Parece innecesario señalar que el Estado -salvo honrosas excepciones institucionales- no está cumpliendo con las expectativas de los ciudadanos en tanto servidor público y que siendo su carga tributaria y normativa cada vez más pesada para las personas y su densidad en el aspecto disciplinador y ejemplarizador, escasa; su conjugación con los múltiples abusos económicos de sectores de la empresa privada, más el pesado fardo de un endeudamiento expectaticio que se ha transformado en pesadilla para amplísimas capas medias, son condiciones más que favorables para un estallido como el que se vivió el 18-O.

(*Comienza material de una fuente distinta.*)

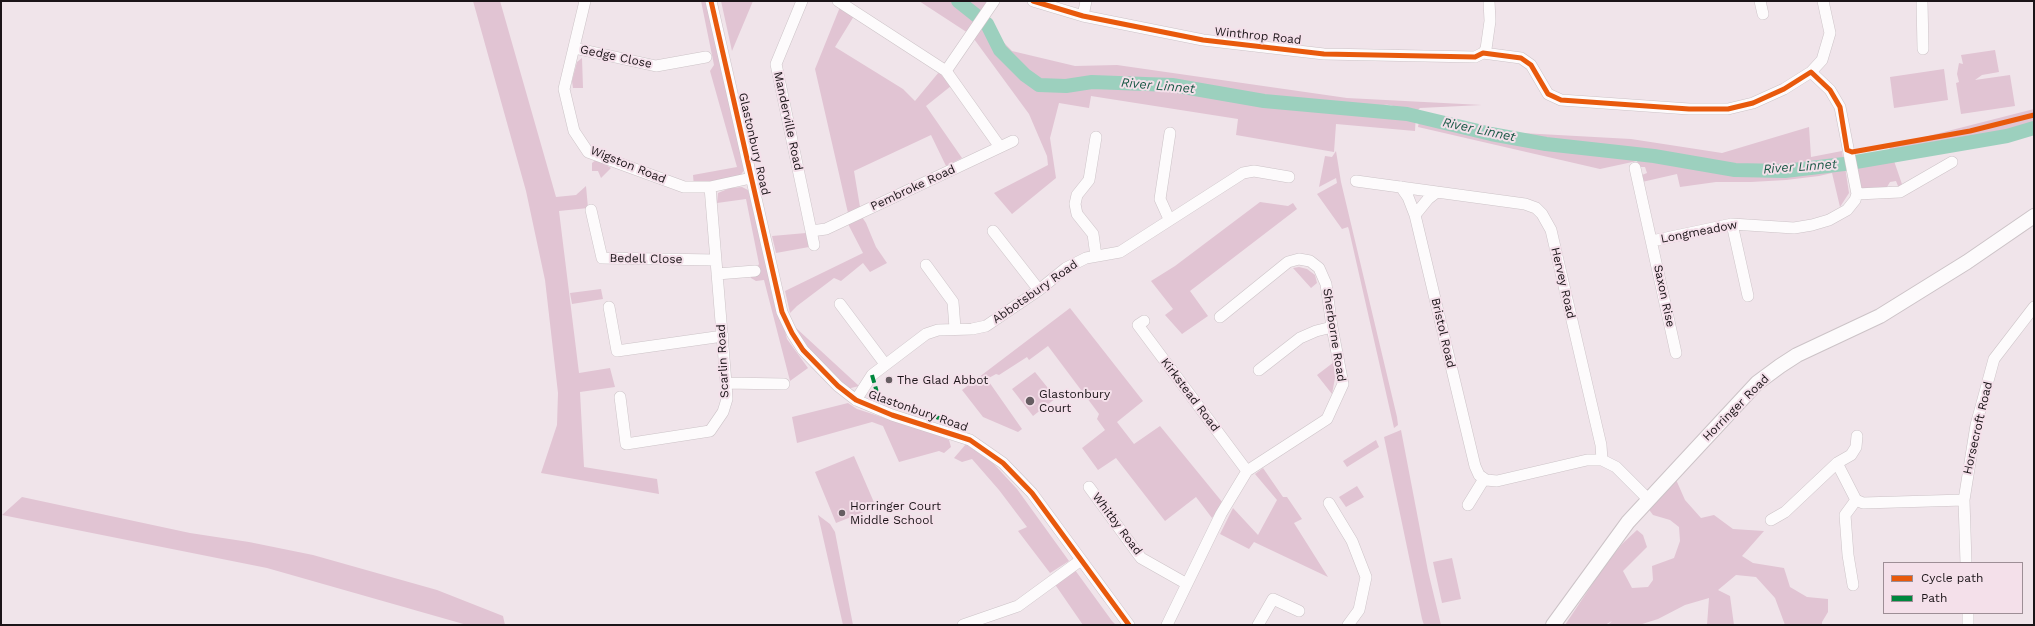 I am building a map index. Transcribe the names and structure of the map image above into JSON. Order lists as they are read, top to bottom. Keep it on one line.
{"streets":{"main road":["Horringer Road"],"street":["Winthrop Road","Gedge Close","Manderville Road","Glastonbury Road","Wigston Road","Pembroke Road","Longmeadow","Bedell Close","Hervey Road","Abbotsbury Road","Saxon Rise","Bristol Road","Sherborne Road","Scarlin Road","Kirkstead Road","Horsecroft Road","Whitby Road"]},"crossings":[["Gedge Close","Wigston Road"],["Manderville Road","Pembroke Road"],["Glastonbury Road","Wigston Road"],["Glastonbury Road","Abbotsbury Road"],["Wigston Road","Scarlin Road"],["Longmeadow","Saxon Rise"],["Bedell Close","Scarlin Road"],["Hervey Road","Bristol Road"],["Sherborne Road","Kirkstead Road"],["Sherborne Road","Whitby Road"]],"water":["River Linnet"],"places":["The Glad Abbot","Glastonbury Court","Horringer Court Middle School"],"legend":["Cycle path","Path"]}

Así y todo, la mayoría de los chilenos tienen una visión más pragmática de su relación con el Estado y una gran mayoría solo busca tenerla de modo marginal, intentando llevar adelante sus proyectos y sueños personales o familiares, según sus propios medios y esfuerzo. De hecho, no obstante el repudio de los entrevistados a la corrupción en el sector público, 3 de cada 10 consideran que a veces es aceptable dar dinero o hacer un regalo o favor a un funcionario o encargado de una institución pública porque “si uno no paga, las cosas no funcionan”.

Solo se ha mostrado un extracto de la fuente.